IKEA is Sweden and Coca-Cola is America. This can sound reductive, but the idea we have of many countries and cultures often originates from the companies that communicated it to us. And the same occurs for social, economic and political matters, since the information communicated by businesses helps to form public opinion.
There’s a problem of short memory and astigmatism in evaluating the relation between companies and information. The amnesia refers to the fact that businesses have always given out information. They are one of the central players in the field of communication, essential sources for specific matters that concern them and promoters not only of brands and products but also, as Morcellini pointed out, of “discussions on common social goals”. On the other hand, the eyesight defect, which regards both companies and external observers, concerns the difficulty to focus on the role of the Internet in corporate communication.

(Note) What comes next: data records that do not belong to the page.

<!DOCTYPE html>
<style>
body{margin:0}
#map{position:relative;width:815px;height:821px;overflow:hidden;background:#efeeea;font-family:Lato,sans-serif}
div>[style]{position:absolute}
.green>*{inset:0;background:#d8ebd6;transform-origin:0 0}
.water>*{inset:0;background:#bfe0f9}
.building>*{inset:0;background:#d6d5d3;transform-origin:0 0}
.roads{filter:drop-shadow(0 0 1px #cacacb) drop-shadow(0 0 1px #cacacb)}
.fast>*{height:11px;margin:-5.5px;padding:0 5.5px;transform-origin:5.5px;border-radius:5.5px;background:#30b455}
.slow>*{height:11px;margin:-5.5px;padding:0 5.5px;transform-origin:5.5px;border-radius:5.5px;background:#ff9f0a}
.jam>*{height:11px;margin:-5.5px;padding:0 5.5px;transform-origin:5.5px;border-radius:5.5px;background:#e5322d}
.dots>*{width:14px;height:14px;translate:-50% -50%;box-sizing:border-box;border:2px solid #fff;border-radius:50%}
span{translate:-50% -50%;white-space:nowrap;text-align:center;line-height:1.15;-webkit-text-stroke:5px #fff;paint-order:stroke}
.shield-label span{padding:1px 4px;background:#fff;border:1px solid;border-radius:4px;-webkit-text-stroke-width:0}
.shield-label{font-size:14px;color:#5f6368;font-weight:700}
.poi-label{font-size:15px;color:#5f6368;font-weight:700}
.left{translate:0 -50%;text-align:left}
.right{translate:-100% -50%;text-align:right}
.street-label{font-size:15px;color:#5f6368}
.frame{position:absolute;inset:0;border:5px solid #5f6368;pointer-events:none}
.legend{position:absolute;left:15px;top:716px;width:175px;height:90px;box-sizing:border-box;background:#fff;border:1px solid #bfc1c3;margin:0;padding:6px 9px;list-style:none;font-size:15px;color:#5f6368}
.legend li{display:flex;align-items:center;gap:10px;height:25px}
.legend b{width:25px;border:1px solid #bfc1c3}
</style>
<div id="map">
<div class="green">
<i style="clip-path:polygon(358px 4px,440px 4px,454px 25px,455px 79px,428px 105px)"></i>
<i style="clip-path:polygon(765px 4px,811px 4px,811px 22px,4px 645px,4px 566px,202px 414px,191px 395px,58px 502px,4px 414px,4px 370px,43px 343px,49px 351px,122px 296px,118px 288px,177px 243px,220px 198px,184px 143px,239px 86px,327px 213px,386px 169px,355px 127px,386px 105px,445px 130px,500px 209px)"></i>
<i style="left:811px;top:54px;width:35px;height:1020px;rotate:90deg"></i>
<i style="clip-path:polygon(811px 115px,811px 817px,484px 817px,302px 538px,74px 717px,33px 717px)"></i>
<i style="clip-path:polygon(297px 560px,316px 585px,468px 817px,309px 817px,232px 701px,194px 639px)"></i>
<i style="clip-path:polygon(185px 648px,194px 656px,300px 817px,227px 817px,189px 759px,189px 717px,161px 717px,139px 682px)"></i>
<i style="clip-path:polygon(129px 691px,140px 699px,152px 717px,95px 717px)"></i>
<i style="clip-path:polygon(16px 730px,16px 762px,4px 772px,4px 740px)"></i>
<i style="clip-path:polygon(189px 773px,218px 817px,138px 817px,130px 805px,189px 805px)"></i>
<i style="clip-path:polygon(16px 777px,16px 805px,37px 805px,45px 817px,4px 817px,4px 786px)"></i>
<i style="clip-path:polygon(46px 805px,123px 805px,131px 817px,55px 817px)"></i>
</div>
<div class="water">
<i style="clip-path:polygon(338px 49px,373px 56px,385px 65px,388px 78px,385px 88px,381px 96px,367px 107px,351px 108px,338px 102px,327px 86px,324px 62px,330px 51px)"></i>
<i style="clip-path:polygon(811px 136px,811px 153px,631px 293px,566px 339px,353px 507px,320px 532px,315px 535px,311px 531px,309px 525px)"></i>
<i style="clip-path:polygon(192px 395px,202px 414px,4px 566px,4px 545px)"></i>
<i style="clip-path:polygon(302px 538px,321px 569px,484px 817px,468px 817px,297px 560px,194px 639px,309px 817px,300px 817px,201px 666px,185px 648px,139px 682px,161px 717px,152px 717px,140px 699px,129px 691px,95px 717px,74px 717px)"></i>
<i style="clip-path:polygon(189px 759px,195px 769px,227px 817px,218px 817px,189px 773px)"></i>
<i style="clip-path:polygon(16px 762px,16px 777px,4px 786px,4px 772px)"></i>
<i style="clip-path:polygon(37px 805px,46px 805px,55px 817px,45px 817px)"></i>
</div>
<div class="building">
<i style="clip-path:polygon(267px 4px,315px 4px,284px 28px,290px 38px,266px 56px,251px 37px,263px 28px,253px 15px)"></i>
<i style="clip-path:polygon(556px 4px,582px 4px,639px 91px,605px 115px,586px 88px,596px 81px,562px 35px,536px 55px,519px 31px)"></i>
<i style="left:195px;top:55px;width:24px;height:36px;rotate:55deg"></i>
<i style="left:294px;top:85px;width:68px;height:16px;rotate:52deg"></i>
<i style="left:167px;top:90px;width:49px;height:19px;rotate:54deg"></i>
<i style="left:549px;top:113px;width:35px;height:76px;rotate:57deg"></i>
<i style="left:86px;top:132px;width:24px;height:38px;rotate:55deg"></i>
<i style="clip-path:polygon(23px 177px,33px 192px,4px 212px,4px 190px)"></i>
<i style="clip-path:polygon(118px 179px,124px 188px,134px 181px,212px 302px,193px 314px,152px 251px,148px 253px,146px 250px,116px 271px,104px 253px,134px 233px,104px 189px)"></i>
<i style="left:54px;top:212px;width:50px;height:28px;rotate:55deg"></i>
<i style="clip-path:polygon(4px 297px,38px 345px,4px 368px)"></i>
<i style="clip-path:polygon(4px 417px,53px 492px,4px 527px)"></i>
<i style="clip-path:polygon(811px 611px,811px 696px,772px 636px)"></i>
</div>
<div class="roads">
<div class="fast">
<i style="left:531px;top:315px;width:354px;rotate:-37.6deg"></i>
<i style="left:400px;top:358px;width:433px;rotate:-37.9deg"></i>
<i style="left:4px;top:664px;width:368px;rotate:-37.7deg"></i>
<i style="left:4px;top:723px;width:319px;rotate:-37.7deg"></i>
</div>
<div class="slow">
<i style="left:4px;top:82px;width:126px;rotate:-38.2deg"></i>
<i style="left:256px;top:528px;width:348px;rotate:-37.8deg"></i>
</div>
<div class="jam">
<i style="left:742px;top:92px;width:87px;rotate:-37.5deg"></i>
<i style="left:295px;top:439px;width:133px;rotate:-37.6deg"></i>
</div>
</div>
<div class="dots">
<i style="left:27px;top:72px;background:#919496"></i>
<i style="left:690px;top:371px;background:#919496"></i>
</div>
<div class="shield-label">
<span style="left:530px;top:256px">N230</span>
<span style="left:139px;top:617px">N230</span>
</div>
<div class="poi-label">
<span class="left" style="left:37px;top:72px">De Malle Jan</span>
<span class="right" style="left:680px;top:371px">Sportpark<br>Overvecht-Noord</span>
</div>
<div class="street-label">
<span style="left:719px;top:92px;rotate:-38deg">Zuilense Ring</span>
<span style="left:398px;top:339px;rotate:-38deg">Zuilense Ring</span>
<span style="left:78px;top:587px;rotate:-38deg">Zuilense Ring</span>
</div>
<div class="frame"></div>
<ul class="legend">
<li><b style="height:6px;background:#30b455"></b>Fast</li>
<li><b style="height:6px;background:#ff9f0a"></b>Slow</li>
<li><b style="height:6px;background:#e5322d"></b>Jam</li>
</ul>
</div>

Internet has not excluded companies from information, it has often taken them by surprise, in other cases it has obliged them to rediscover this task and adapt their communication to new languages and models. Morcellini also said that on the Web and social media “there is the need for content that is certified and validated by qualified professionals”, and this is why the combination information-company and the concept of a journalist who serves a company have a purpose and especially a future.

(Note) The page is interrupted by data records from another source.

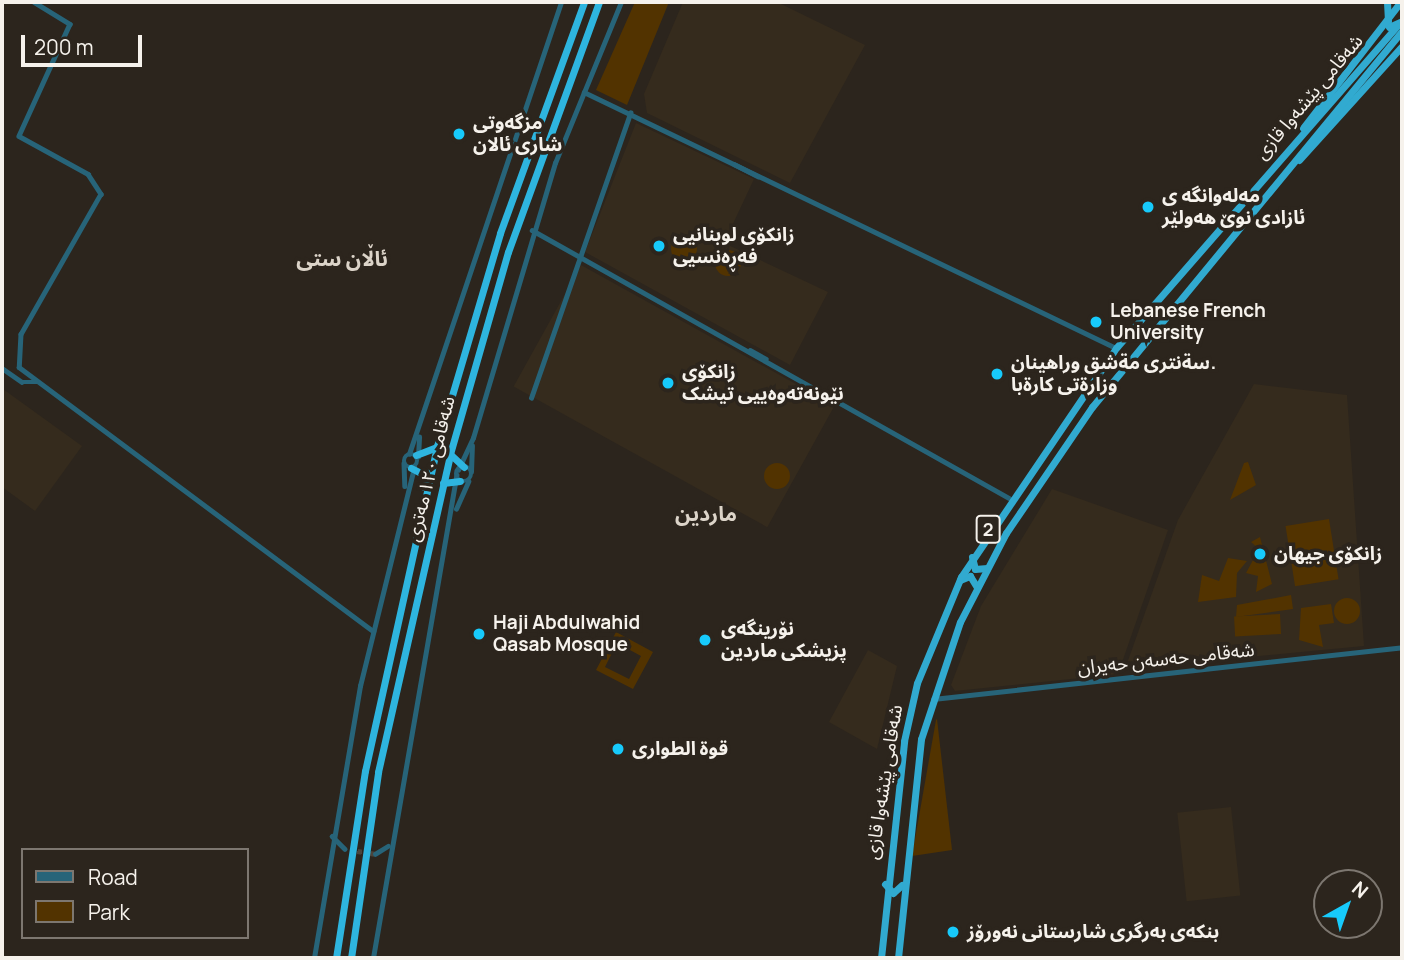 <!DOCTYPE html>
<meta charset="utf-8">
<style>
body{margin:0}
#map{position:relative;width:1404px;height:960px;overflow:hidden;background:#2c251d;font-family:Manrope,"Noto Sans Arabic",sans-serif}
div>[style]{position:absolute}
.built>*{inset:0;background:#352b1d;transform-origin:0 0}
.green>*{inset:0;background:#523300;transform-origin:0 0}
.round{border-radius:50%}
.tertiary-tunnel>*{height:4.5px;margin-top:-2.25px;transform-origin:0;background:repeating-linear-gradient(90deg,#4a443c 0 4.5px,transparent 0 6.5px)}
.tertiary>*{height:4.5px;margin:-2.25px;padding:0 2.25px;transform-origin:2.25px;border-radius:2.25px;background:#276479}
.tertiary>.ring{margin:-2.25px;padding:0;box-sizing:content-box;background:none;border:4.5px solid #276479;border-radius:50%}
.trunk>*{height:7px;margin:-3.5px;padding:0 3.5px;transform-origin:3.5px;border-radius:3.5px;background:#31aad0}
.motorway>*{height:7px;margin:-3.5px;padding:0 3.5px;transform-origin:3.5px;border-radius:3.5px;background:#2eb5df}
.dots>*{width:19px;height:19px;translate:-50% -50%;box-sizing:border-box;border:4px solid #2c251d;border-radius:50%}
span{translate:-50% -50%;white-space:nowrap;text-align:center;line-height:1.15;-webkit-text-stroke:7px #2c251d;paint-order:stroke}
.shield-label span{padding:2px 5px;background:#2c251d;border:2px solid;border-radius:5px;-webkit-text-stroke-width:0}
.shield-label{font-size:18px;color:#f6f2ec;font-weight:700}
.street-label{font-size:19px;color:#f6f2ec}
.poi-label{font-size:19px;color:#f6f2ec;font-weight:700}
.left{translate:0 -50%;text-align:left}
.neighbourhood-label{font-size:21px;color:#dcd4c9;font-weight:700}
.frame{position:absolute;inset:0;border:4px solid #f6f2ec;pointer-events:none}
.legend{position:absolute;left:21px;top:848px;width:228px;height:91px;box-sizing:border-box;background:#2c251d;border:2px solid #7d7770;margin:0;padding:9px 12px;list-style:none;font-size:21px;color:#f6f2ec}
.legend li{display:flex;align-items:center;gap:14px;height:35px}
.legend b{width:35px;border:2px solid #7d7770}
.north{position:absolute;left:1313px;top:869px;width:70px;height:70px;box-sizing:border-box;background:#2c251d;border:2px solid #7d7770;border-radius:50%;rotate:40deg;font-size:19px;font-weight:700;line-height:28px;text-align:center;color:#f6f2ec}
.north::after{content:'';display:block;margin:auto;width:24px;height:32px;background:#17cafb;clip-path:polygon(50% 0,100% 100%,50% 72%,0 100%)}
.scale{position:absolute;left:21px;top:35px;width:121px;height:32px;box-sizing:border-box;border:4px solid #f6f2ec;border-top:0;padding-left:9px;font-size:21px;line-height:24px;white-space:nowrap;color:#f6f2ec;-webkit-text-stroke:5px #2c251d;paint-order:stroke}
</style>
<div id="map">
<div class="built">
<i style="clip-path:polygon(683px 2px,777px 2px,865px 45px,790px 183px,647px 113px,644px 94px)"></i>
<i style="clip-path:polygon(636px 123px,754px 179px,724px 243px,828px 292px,790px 365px,585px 252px)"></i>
<i style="left:581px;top:265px;width:290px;height:139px;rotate:29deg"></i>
<i style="clip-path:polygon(1254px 384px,1347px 395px,1364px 646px,1125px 669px,1178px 520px)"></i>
<i style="clip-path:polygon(3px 389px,82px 446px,35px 511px,2px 487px)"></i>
<i style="clip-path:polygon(1052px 489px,1168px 530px,1118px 674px,955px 691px,951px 685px,981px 606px)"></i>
<i style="clip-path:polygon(868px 650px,897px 666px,877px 749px,829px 722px)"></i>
<i style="left:1231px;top:807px;width:89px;height:54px;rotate:84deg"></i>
</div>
<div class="green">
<i style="clip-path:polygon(635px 2px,669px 2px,627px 105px,596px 90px)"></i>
<i class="round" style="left:671px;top:236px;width:26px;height:26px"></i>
<i class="round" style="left:715px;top:250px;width:26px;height:26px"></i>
<i style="clip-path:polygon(1248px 462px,1256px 485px,1230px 500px,1244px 463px)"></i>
<i class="round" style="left:764px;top:463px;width:26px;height:26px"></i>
<i style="left:1329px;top:519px;width:61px;height:44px;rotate:81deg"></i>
<i style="clip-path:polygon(1260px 537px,1272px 584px,1256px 592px,1258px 576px,1246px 573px,1259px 549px,1251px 542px)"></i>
<i style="clip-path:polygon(1228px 558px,1247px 561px,1237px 573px,1236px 597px,1198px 602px,1202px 575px,1219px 581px)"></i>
<i style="clip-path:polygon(1291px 595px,1293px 609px,1236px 617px,1237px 605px)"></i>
<i class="round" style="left:1334px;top:598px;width:26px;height:26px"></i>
<i style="clip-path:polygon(1331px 604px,1334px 623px,1319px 625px,1323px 647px,1299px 640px,1301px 608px)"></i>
<i style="left:1280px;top:614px;width:20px;height:46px;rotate:87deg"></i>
<i style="clip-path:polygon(evenodd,616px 632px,653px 652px,633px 689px,596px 670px,616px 632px,617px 643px,641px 656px,629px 679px,605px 667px,617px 643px)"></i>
<i style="clip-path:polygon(937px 719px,952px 850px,912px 856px,936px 720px)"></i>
</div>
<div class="tertiary-tunnel">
<i style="left:351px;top:850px;width:24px;rotate:9deg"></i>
</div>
<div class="tertiary">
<i style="left:34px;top:2px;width:42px;rotate:31.4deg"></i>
<i style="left:70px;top:24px;width:123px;rotate:114.5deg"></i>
<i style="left:19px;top:136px;width:79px;rotate:28.8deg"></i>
<i style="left:88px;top:174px;width:24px;rotate:57deg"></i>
<i style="left:101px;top:194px;width:161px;rotate:119.7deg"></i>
<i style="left:21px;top:334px;width:33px;rotate:93deg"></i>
<i style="left:19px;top:367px;width:442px;rotate:36.7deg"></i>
<i style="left:584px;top:92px;width:590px;rotate:25.7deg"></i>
<i style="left:734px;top:164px;width:27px;rotate:27deg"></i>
<i style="left:532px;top:230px;width:547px;rotate:29.33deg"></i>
<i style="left:750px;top:350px;width:18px;rotate:29deg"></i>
<i style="left:2px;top:368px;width:24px;rotate:35deg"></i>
<i style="left:22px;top:382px;width:15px"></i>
<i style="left:531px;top:398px;width:302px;rotate:-70.8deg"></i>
<i class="ring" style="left:404px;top:454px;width:9.5px;height:9.5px"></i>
<i style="left:409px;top:454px;width:477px;rotate:-71.4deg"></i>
<i style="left:418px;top:457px;width:20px;rotate:-87deg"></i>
<i style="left:404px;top:463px;width:23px;rotate:88deg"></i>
<i class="ring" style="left:456px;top:466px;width:11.5px;height:11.5px"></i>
<i style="left:458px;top:470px;width:35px;rotate:-65deg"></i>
<i style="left:473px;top:438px;width:287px;rotate:-73.4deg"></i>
<i style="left:555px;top:163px;width:174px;rotate:-67.7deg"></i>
<i style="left:471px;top:472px;width:26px;rotate:-88deg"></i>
<i style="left:456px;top:509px;width:30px;rotate:-66deg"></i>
<i style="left:933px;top:699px;width:472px;rotate:-6.3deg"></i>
<i style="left:332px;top:836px;width:18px;rotate:45deg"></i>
<i style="left:375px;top:854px;width:15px;rotate:-32deg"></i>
<i style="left:314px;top:958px;width:276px;rotate:-80.4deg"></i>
<i style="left:360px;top:686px;width:225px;rotate:-76.1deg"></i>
<i style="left:373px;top:958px;width:490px;rotate:-80.2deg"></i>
</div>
<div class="trunk">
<i style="left:1387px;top:2px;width:19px;rotate:87deg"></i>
<i style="left:1389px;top:27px;width:14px;rotate:-25deg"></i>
<i style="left:1303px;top:128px;width:157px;rotate:-52.3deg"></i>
<i style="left:1299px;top:160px;width:154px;rotate:-47.9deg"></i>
<i style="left:972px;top:557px;width:12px;rotate:76deg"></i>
<i style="left:975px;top:569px;width:12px;rotate:-5deg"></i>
<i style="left:960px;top:580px;width:11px;rotate:-22deg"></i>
<i style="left:970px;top:576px;width:13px;rotate:58deg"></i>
<i style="left:885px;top:884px;width:12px;rotate:48deg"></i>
<i style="left:893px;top:893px;width:12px;rotate:-42deg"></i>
<i style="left:881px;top:958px;width:218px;rotate:-83.9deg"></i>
<i style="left:904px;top:741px;width:59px;rotate:-77.4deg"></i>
<i style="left:917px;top:683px;width:115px;rotate:-67.5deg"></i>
<i style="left:961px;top:577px;width:277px;rotate:-55.9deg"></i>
<i style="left:1116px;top:348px;width:427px;rotate:-48.9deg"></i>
<i style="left:898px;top:958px;width:220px;rotate:-84deg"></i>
<i style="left:921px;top:739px;width:123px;rotate:-71.6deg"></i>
<i style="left:960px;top:622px;width:100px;rotate:-62.7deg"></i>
<i style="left:1006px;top:533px;width:153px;rotate:-55.7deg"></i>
<i style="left:1092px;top:407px;width:487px;rotate:-50.5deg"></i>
</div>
<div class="motorway">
<i style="left:450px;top:454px;width:19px;rotate:43deg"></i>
<i style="left:416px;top:455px;width:22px;rotate:-21deg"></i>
<i style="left:411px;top:468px;width:13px;rotate:27deg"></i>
<i style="left:423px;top:474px;width:13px;rotate:86deg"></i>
<i style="left:443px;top:483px;width:17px;rotate:-7deg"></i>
<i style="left:336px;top:958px;width:189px;rotate:-81.2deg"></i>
<i style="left:365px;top:771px;width:333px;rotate:-77.5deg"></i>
<i style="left:437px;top:446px;width:222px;rotate:-73.5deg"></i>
<i style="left:500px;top:233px;width:246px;rotate:-70deg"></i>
<i style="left:351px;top:958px;width:188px;rotate:-81.7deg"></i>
<i style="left:378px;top:772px;width:326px;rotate:-77.2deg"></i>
<i style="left:450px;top:454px;width:210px;rotate:-74deg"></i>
<i style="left:508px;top:252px;width:266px;rotate:-70deg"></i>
</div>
<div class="dots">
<i style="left:459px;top:134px;background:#17cafb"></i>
<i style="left:1148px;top:207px;background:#17cafb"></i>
<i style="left:659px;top:246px;background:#17cafb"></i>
<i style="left:1096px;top:322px;background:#17cafb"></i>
<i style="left:997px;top:374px;background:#17cafb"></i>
<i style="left:668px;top:383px;background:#17cafb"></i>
<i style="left:1260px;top:554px;background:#17cafb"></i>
<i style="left:479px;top:634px;background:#17cafb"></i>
<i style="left:705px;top:640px;background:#17cafb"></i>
<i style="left:618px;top:749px;background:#17cafb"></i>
<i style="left:953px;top:932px;background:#17cafb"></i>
</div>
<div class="shield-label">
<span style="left:988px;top:529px">2</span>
</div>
<div class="street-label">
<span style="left:1309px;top:97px;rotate:-50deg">شەقامی پێشەوا قازی</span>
<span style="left:431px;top:469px;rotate:-76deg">شەقامی ١٢٠ مەتری</span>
<span style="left:1166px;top:659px;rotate:-6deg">شەقامی حەسەن حەیران</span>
<span style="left:884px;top:782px;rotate:-81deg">شەقامی پێشەوا قازی</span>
</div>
<div class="poi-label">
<span class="left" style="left:473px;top:134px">مزگەوتی<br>شاری ئالان</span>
<span class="left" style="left:1162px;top:207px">مەلەوانگە ی<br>ئازادی نوێ هەولێر</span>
<span class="left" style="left:673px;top:246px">زانکۆی لوبنانیی<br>فەڕەنسیی</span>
<span class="left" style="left:1110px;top:322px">Lebanese French<br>University</span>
<span class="left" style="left:1011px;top:374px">سةنترى مةشق وراهينان.<br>وزارةتى كارةبا</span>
<span class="left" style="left:682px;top:383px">زانکۆی<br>نێونەتەوەییی تیشک</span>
<span class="left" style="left:1274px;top:554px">زانکۆی جیھان</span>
<span class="left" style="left:493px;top:634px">Haji Abdulwahid<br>Qasab Mosque</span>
<span class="left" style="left:721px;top:640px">نۆرینگەی<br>پزیشکی ماردین</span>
<span class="left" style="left:632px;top:749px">قوة الطواری</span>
<span class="left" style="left:967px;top:932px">بنکەی بەرگری شارستانی نەورۆز</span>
</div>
<div class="neighbourhood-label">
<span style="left:342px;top:258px">ئاڵان ستی</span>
<span style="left:706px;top:513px">ماردین</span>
</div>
<div class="frame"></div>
<ul class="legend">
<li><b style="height:9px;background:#276479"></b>Road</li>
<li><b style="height:19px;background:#523300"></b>Park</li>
</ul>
<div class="north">N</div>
<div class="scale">200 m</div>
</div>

The 2.0 press office is an actual fact and from a privileged viewpoint, granted to me by my activity at Enel, I can say that this adaption and rediscovery of communication (using the parameters of journalism) is a constant factor that has lately undergone a great acceleration.
Companies are a middle land and Enel is among those that pave the way from the traditional model to that imposed by the digital revolution. We have had a TV for a decade, increasingly directed to the production of contents for the Web. Three years ago we started a radio which also follows parameters of information tout court. We also have a great number of Web supports (corporate and country sites); a social presence that goes back a few years and goes well beyond Facebook and Twitter; a corporate blog like enelsharing in which we give increasing importance to storytelling, also referred to the company and its employees.
“Companies show difficulty in talking about and proposing themselves” Morcellini said. This strain can be overcome when the integration between internal and external communication starts, accelerated precisely by the continuousrequest to “talk about and propose themselves” that the Web addresses to companies.
Thanks to the Internet (and not as a negative effect of it) brand promotion is once again an aspect of corporate communication, but not the only one. And here again I agree with Morcellini: “The Web acknowledges quality more than print media and this is another reason why companies must communicate adequately online”.
“I don’t care what you say about me, as long as you say something about me, and as long as you spell my name”, said the father of musicals, George Michael Cohan – not Oscar Wilde, as I often read. This quote synthesizes the extreme drift from a communication that follows the 1.0 marketing model. The good news is that companies can’t afford this anymore and they know it.